Outside the Traveler’s game Saturday night at Dickey-Stephens Park in North Little Rock, people were being encouraged to text and drive, as long as they were willing to face the consequences.
Allstate Reality Rides is a national campaign that will travel to nearly 40 cities this year. The tour consists of a car affixed with a virtual reality screen that simulates the feeling of driving down a street at 45 miles per hour. Drivers are provided a cellphone that simulates the realities of distracted driving in the modern age. It's the first time this tour has visited Little Rock.
Allstate Insurance representative Allison May said the Reality Rides tour, which started two years ago, has received positive feedback from Allstate customers and those who have tried the ride during it’s tour across the state so far.
“If you hit someone, it’s safe, but there is a reality to it,” May said. “This is going to be one of the only times you’re encouraged to text and drive.”
The motivation for the tour is clear. In 2010 to 2011, there were 400,000 motor vehicle accidents in which someone was injured as the result of a distracted driver, May said.
In Arkansas, car wrecks happen at nearly twice the national average, Manager of Operations at Children’s Hospital’s Injury Prevention Center Susan Cohen said. The Injury Prevention Center, which is sponsored by Allstate, was present to educate young drivers about the dangers of distracted driving. Cohen said since graduated licenses were put into place for teenagers in Arkansas, teen fatalities due to car accidents have decreased 57 percent.
Graduated licenses outline rules for teens beginning to drive including limiting the number of passengers allowed in the car, restricting the time after dark they can drive and also putting harsher punishments on teens who get into car accidents within the first six months of driving.
Dawn Porter, another member of the Injury Prevention Center team, said for every teen passenger in a car with a teen driver, the chances of getting into a wreck increase by 40 percent.

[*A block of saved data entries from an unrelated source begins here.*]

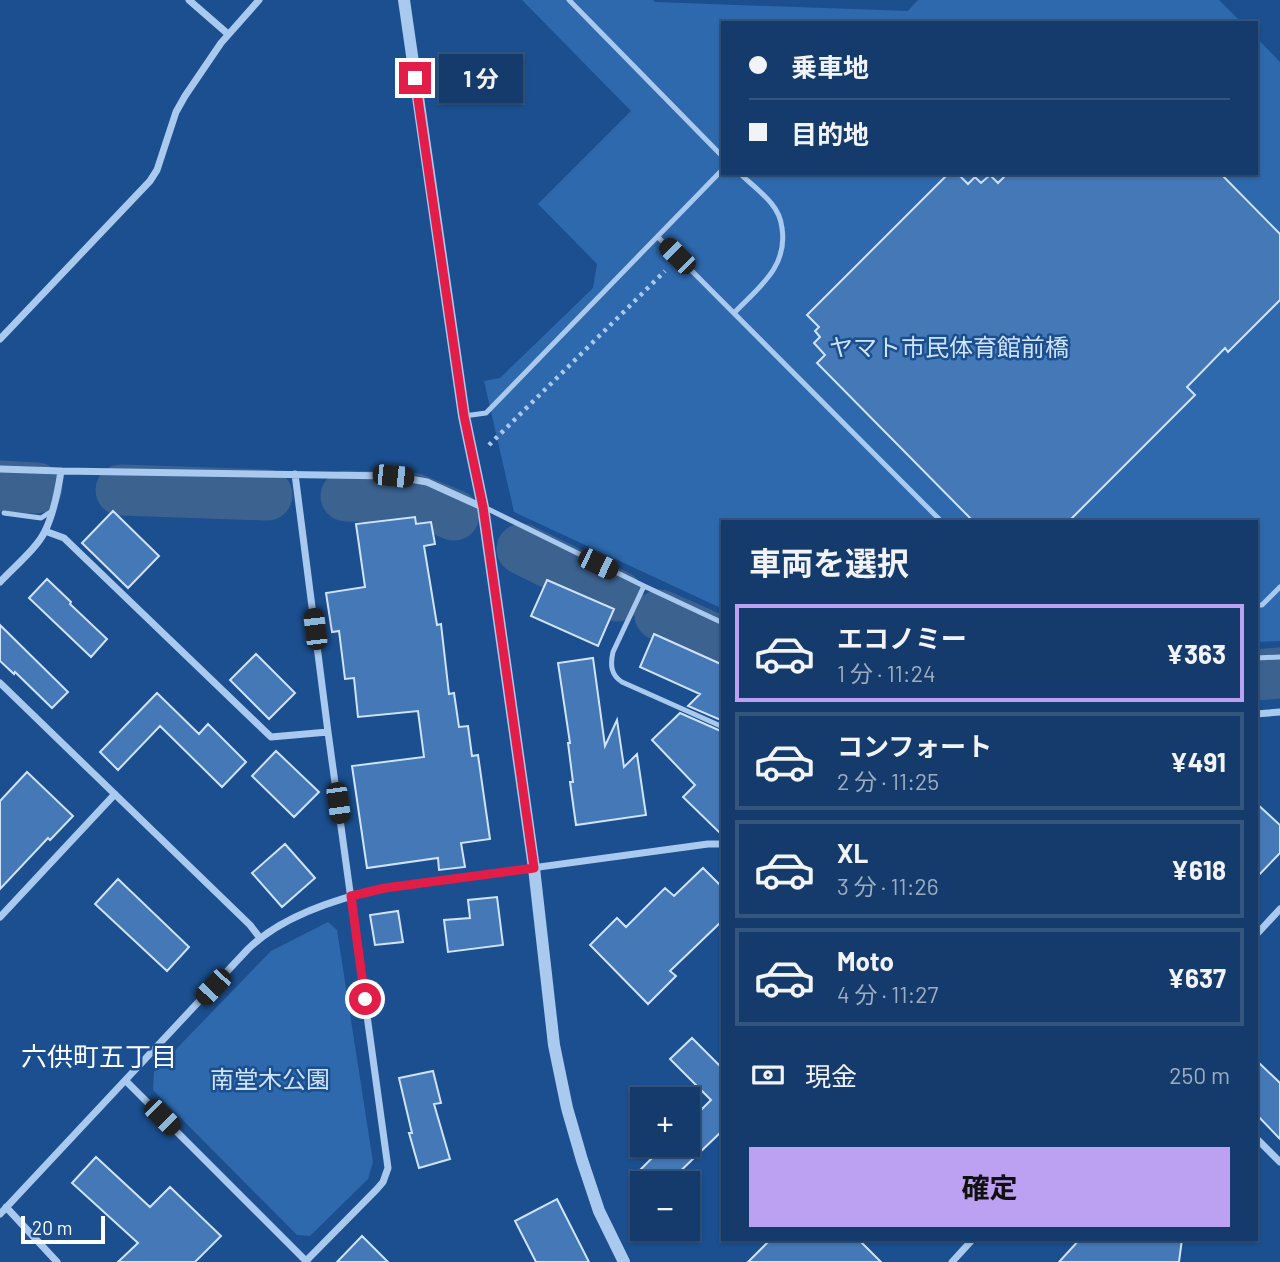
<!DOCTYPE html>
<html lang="ja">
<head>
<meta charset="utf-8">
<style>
  body { margin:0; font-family:Barlow,"Noto Sans JP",sans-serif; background:#214673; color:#f1f3f6; height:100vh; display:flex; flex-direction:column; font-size:26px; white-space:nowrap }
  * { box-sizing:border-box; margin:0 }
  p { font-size:23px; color:#9dadc1 }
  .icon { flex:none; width:38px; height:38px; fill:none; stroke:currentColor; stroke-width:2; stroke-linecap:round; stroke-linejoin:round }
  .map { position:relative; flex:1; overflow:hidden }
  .drawer { position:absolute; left:721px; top:520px; width:537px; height:721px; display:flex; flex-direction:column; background:#143b6b; border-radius:0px; box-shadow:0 2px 5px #0004,0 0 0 2px #33557e }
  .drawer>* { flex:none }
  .guide { position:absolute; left:721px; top:21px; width:537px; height:154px; border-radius:0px; box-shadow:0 2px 5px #0004,0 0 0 2px #33557e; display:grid; align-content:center; height:154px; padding:0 28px; background:#143b6b }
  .controls { position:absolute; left:630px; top:1087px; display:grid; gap:14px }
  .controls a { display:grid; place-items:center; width:70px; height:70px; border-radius:0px; background:#143b6b; box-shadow:0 2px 5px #0004,0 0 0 2px #33557e; font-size:35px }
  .scale { position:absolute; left:21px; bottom:18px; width:84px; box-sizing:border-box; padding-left:7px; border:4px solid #fff; border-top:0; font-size:19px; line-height:24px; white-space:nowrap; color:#fff; -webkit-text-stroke:5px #1b4f8f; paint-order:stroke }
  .end { position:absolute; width:32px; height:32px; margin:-16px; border:9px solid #e11d48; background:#fff; box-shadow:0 0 0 4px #fff }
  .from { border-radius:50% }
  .bubble { position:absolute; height:49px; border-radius:0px; background:#143b6b; box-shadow:0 2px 5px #0004,0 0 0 2px #33557e; font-size:23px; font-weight:700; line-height:49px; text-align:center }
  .car { position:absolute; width:21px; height:42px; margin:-21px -10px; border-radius:9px; box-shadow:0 0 5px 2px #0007; background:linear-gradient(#222 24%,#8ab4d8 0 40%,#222 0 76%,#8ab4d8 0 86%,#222 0) }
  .guide b { display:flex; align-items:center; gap:24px; height:66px; font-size:26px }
  .guide b+b { border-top:2px solid #33557e }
  .guide i { width:18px; height:18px; background:#f1f3f6 }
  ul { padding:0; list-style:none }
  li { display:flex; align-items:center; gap:21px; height:98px; margin:0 14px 10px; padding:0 14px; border:4px solid #33557e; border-radius:0px }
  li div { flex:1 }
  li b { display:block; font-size:26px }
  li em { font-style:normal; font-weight:700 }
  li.on { border-color:#bca0f2 }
  li>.icon { width:63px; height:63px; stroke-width:1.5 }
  h2 { padding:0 28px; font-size:32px; line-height:84px }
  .pay { display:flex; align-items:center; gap:18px; height:77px; padding:0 28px; font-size:26px }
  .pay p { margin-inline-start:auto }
  .primary-button { display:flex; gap:14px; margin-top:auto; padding:14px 28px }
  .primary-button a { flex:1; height:80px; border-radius:0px; background:#bca0f2; color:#111; font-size:28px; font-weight:700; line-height:80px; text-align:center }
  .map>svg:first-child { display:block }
</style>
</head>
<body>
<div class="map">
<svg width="1280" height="1262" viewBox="0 0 1280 1262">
  <rect width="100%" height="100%" fill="#1b4f8f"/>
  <path fill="#2e69ad" d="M522 0H653L655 2 908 11 918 0H1219L1242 23H723V173H1256L1257 38 1280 62V641L1257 642 1256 522H723V609L514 512 484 381 500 378 593 288 597 264 538 204 631 111Z
    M328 922 337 930 373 1162 368 1179 310 1236 297 1235 153 1090 154 1072 271 951Z"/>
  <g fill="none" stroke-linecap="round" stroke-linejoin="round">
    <path stroke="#3c6290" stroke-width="51" d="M0 486 37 488
      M121 490 267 495
      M346 496 412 498 454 515
      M522 549 618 596
      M660 615 723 643
      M1256 675 1280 673"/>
  </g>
  <path fill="#4478b7" stroke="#cfe3fa" stroke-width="2" d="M949 173H957L968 184 975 177 981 183 990 175 998 183 1008 173H1220L1280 234V300L1228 352 1225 348 1187 387 1195 395 1068 522H974L817 363 825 355 814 343 820 337 815 331 819 327 807 315Z
    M113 511 159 556 128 588 82 543Z
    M415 517 416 524 431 522 435 544 424 546 437 625 441 624 449 694 454 693 459 727 468 726 472 756 478 755 490 839 461 843 465 867 439 870 438 858 367 868 352 766 424 757 418 711 358 717 354 678 345 679 339 631 332 632 326 593 365 587 356 524Z
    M47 579 71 602 70 604 107 639 91 657 29 598Z
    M547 580 614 609 598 646 531 616Z
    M0 625 68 692 52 708 15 672 14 674 0 661Z
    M654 634 723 665V721L688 706 700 694 640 667Z
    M256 654 295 693 269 719 230 680Z
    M593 658 605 746 617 720 624 767 637 754 646 815 576 825 570 782H573L568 743H570L558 663Z
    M157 693 199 734 208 724 246 762 222 787 160 726 118 770 100 752Z
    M680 713 723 732V836L683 797 695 785 652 740Z
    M276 751 319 792 294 817 252 776Z
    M27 772 73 816 50 840 48 838 0 889V801Z
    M1256 803 1280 825V853L1256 878Z
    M285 844 315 878 282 907 252 873Z
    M703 868 723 888V920L670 971 676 976 648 1004 590 945 617 918 626 927 665 888 674 896Z
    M118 879 189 947 167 971 95 904Z
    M497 897 503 945 448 952 444 920 470 918 468 900Z
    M398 911 403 942 375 945 370 915Z
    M692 1038 723 1069V1130L668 1183H655L641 1169 666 1144H688V1123L711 1100 670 1059Z
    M1256 1060 1280 1083V1139L1256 1114Z
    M433 1071 441 1103 434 1104 450 1159 419 1168 409 1133H412L399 1078Z
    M96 1157 150 1207 170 1187 221 1236 195 1262H118L138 1243 72 1183Z
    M557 1199 589 1262H536L515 1221Z
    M362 1236 388 1262H337Z
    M771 1239H858L881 1262H748Z
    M1080 1239H1182L1179 1262H1059Z"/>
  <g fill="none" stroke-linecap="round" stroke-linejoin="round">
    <path stroke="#a9c9ee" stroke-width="4.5" stroke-dasharray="3.5 5" stroke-linecap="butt" d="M489 445 665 271"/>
    <path stroke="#a9c9ee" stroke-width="5" d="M569 0 723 157
      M658 237 942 522
      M734 313C759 287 788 267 782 228 781 219 777 210 771 203 762 192 750 183 739 173
      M464 416 486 413 723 169
      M486 508 644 586 723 623
      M4 513 41 518 52 511
      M644 586 613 652C610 665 611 675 622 682L723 727
      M1256 605H1262L1280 587
      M1256 658 1280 657"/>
    <path stroke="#a9c9ee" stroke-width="7" d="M189 0 228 34
      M0 339 150 181 157 170 176 112 185 96 221 43 259 0
      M0 469 61 471 393 476 427 482 482 507
      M295 474 328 732 388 1168 383 1182 377 1189 306 1261
      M45 531 64 538 271 737 328 732
      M0 582C13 568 38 547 45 531 54 513 58 491 61 471
      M0 683 250 925 260 938
      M1256 714 1280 712
      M0 917 115 794
      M1256 935 1280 909
      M126 1081 307 1262
      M1256 1138 1280 1162
      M6 1207 57 1262
      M0 1214 248 949C283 915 338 898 385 888L708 844H723
      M952 1262 973 1239"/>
    <path stroke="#a9c9ee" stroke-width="12" d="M404 0 464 416 483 507 534 868 554 1045 567 1108 582 1160 599 1211 624 1262"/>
  </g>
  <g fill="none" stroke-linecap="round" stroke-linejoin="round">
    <path stroke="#e11d48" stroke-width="9" d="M365 999 351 896 385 888 534 868 483 507 464 416 415 78"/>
  </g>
  <g text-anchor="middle" stroke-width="5" stroke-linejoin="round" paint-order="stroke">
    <g font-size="24" fill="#cfe3fa" stroke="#1b4f8f">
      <text x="949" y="356">ヤマト市民体育館前橋</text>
      <text x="270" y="1088">南堂木公園</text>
    </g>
    <g font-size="26" fill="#fff" stroke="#1b4f8f">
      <text x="99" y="1066">六供町五丁目</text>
    </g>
  </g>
</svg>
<div class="controls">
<a>+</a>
<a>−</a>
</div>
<div class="scale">20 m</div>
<i class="end from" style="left:365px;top:999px"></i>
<i class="end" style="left:415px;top:78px"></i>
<div class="bubble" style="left:439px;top:54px;width:84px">1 分</div>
<i class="car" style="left:677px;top:256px;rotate:315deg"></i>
<i class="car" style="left:393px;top:476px;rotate:96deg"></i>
<i class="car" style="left:598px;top:564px;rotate:116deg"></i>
<i class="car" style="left:315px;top:629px;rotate:353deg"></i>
<i class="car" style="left:338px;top:803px;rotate:172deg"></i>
<i class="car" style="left:213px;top:987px;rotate:223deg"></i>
<i class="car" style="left:162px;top:1117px;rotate:135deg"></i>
<div class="guide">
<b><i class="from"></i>乗車地</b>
<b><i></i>目的地</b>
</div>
<section class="drawer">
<h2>車両を選択</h2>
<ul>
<li class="on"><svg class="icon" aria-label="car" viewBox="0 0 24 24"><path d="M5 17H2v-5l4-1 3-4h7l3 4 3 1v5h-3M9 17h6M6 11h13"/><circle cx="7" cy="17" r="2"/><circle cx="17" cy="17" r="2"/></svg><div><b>エコノミー</b><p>1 分 · 11:24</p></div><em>¥363</em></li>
<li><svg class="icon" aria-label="car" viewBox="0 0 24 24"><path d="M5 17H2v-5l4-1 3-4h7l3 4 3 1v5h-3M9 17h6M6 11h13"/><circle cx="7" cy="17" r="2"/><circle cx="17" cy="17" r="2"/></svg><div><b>コンフォート</b><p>2 分 · 11:25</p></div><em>¥491</em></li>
<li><svg class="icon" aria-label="car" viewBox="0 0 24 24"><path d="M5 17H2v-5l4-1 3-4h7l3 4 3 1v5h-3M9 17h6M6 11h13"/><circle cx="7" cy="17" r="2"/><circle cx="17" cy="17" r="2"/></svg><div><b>XL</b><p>3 分 · 11:26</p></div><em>¥618</em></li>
<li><svg class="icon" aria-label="car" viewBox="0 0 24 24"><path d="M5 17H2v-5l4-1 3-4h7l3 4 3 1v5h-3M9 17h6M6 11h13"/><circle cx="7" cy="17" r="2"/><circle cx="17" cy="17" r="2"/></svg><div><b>Moto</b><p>4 分 · 11:27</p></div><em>¥637</em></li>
</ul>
<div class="pay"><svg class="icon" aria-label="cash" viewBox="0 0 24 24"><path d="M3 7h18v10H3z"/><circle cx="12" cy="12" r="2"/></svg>現金<p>250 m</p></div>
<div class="primary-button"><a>確定</a></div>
</section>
</div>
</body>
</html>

Teens are also three times more likely to crash at night than adult drivers.
“A lot of it is just inexperience,” Porter said.
Little Rock police were also present at the event, handing out fake tickets to people getting out of the virtual car, detailing where the person went wrong and how many infractions they would have received if they had been driving in the real world.
Most who came out of the car were surprised at how poorly they did driving the car. John Robertson, 31, of Bradford said it was a lot harder than he expected.
“It was way different than driving an actual car, though,” Robertson said.
After the ride, participants were asked to take a pledge promising not to text and drive. Those who took the pledge put their thumb prints on a board as a promise to keep their "thumbs up and off their phones" while driving.